Adams v. Illinois, 405 U.S. 278 (1972) was a United States Supreme Court case in which the Court held that the right to counsel in preliminary hearings announced by Coleman v. Alabama does not have a retroactive application. The retroactivity of criminal procedure decisions was controversial among members of the court at the time, but the Court announced a more concrete rule in Teague v. Lane.

== Historical Context ==
On February 10, 1967, the Circuit Court of Cook County in Illinois conducted a preliminary hearing for one John Adams, for the crime of selling heroin to one Albert Bradley. Adams was not afforded any counsel by the court for that hearing, and subsequently filed a motion to dismiss the charges based upon that fact, which was denied. The court denied his motion based upon People v. Morris, 30 Ill. 2d 406, 197 N.E.2d 433 (1964), which held,"A preliminary hearing in Illinois is not a "critical stage" where rights or defenses must be raised or lost...[t]hese things being so, we see no basis for saying that the right to counsel arises upon preliminary hearing, or that fundamental fairness requires it."Adams was subsequently convicted in a bench trial and sentenced to 10–13 years in prison, he then appealed his conviction to the Supreme Court of Illinois.
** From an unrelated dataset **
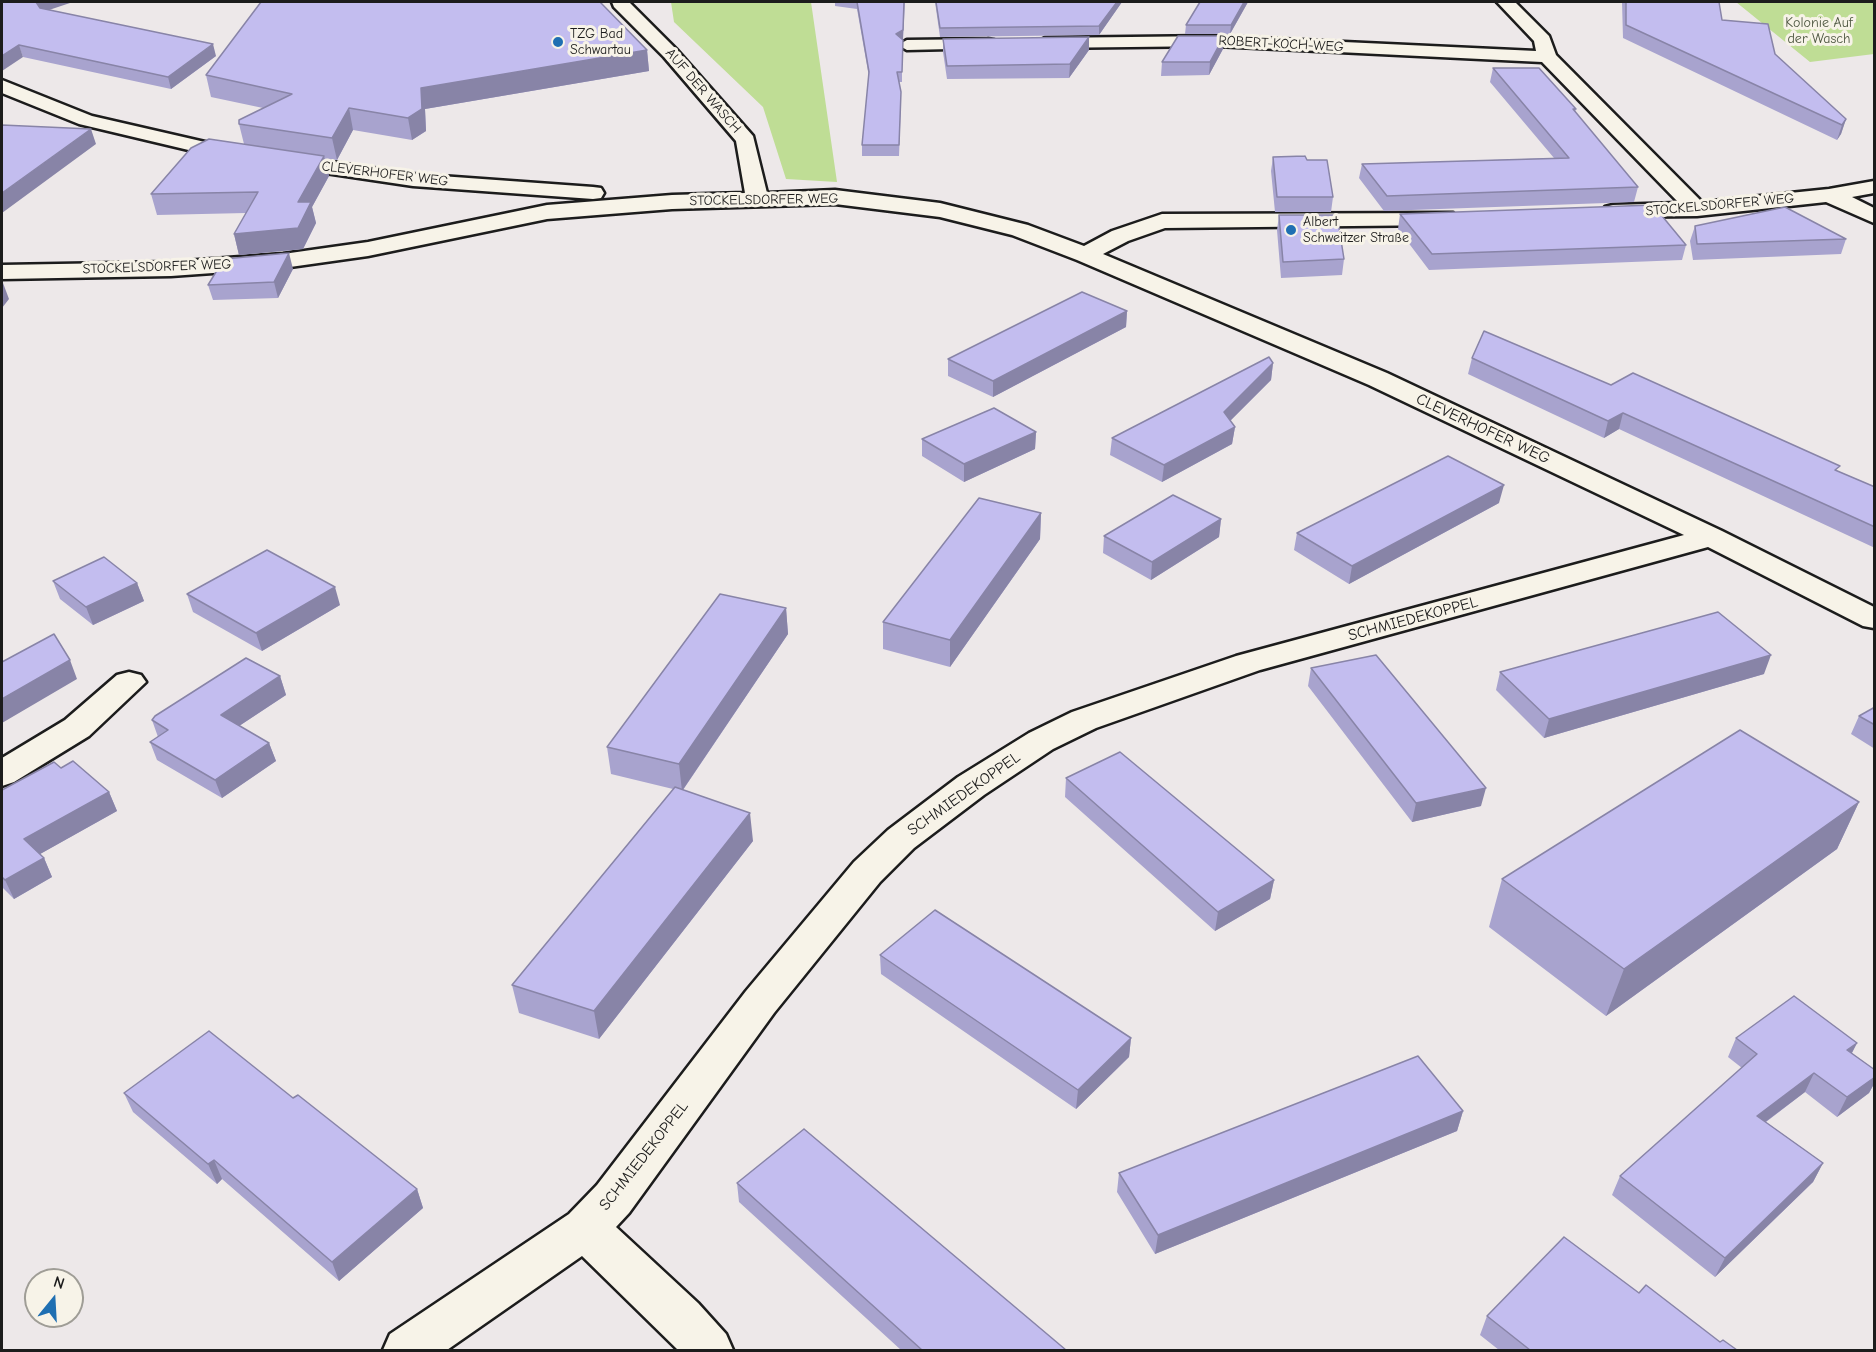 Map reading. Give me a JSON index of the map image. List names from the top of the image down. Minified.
{"streets":{"street":["ROBERT-KOCH-WEG","AUF DER WASCH","CLEVERHOFER WEG","STOCKELSDORFER WEG","SCHMIEDEKOPPEL"]},"crossings":[["AUF DER WASCH","STOCKELSDORFER WEG"],["CLEVERHOFER WEG","STOCKELSDORFER WEG"],["CLEVERHOFER WEG","SCHMIEDEKOPPEL"]],"parks":["Kolonie Auf der Wasch"],"places":["TZG Bad Schwartau","Albert Schweitzer Straße"],"north":"top"}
=== Supreme Court of Illinois ===
The Supreme Court of Illinois took up Adams' case, and handed down its decision on September 29, 1970 in an opinion written by Justice Daniel P. Ward. The court affirmed Adams' conviction. Adams' appeal rested on three grounds, the two biggest reasons being that his indictment listed "Al Nichols" as the purchaser when in reality the person was named Albert Bradley, which he claimed, "deprived him of his constitutional right to be informed of the nature of the accusation against him", and that he was not given counsel during the preliminary hearing.

The court rejected the first of these arguments, stating on his first challenge, "[w]e consider that it is not necessary that an indictment for the sale of a narcotic drug name the purchaser...[t]he statute creating the offense makes no reference to the purchaser of the drug and his identity is not an element of the crime." On the second argument, the court agreed with Adams in that, after the Supreme Court's decision in Coleman v. Alabama, the preliminary hearing is a "critical stage" in a criminal prosecution. It did not agree, however, with Adams' assertion that Coleman applies retroactively. The third claim was that the evidence did not support conviction, which the court rejected entirely.

After this decision, Adams appealed to the Supreme Court.

== Supreme Court Decision ==
The Supreme Court granted certiorari, and held oral arguments on December 7, 1971, and released its opinion on March 6, 1972. Justice William Brennan delivered the majority opinion, with Justice Lewis Powell delivering a dissenting opinion. The court ultimately held that Coleman should not retroactively apply to preliminary hearings conducted before it went into effect. The court reasoned,"[w]e have given complete retroactive effect to the new rule, regardless of good faith reliance by law enforcement authorities or the degree of impact on the administration of justice, where the 'major purpose of new constitutional doctrine is to overcome an aspect of the criminal trial that substantially impairs its truthfinding function and so raises serious questions about the accuracy of guilty verdicts in past trials. . . .'" It held that the fundamental differences in being afforded counsel at a preliminary hearing, during a lineup, and during trial all impact the "fact finding" process in a criminal trial differently, and thus are subject to differing levels of importance for their retroactivity. It weighed the possible probabilities of counsel at the fairly early preliminary hearing stage, and ultimately agreed with the Supreme Court of Illinois. It also put forth an argument that law enforcement should not be "faulted for not anticipating Coleman", and Coleman retroactive application would "seriously disrupt the administration of our criminal laws" in citing Johnson v. New Jersey, 384 U.S 719 (1966).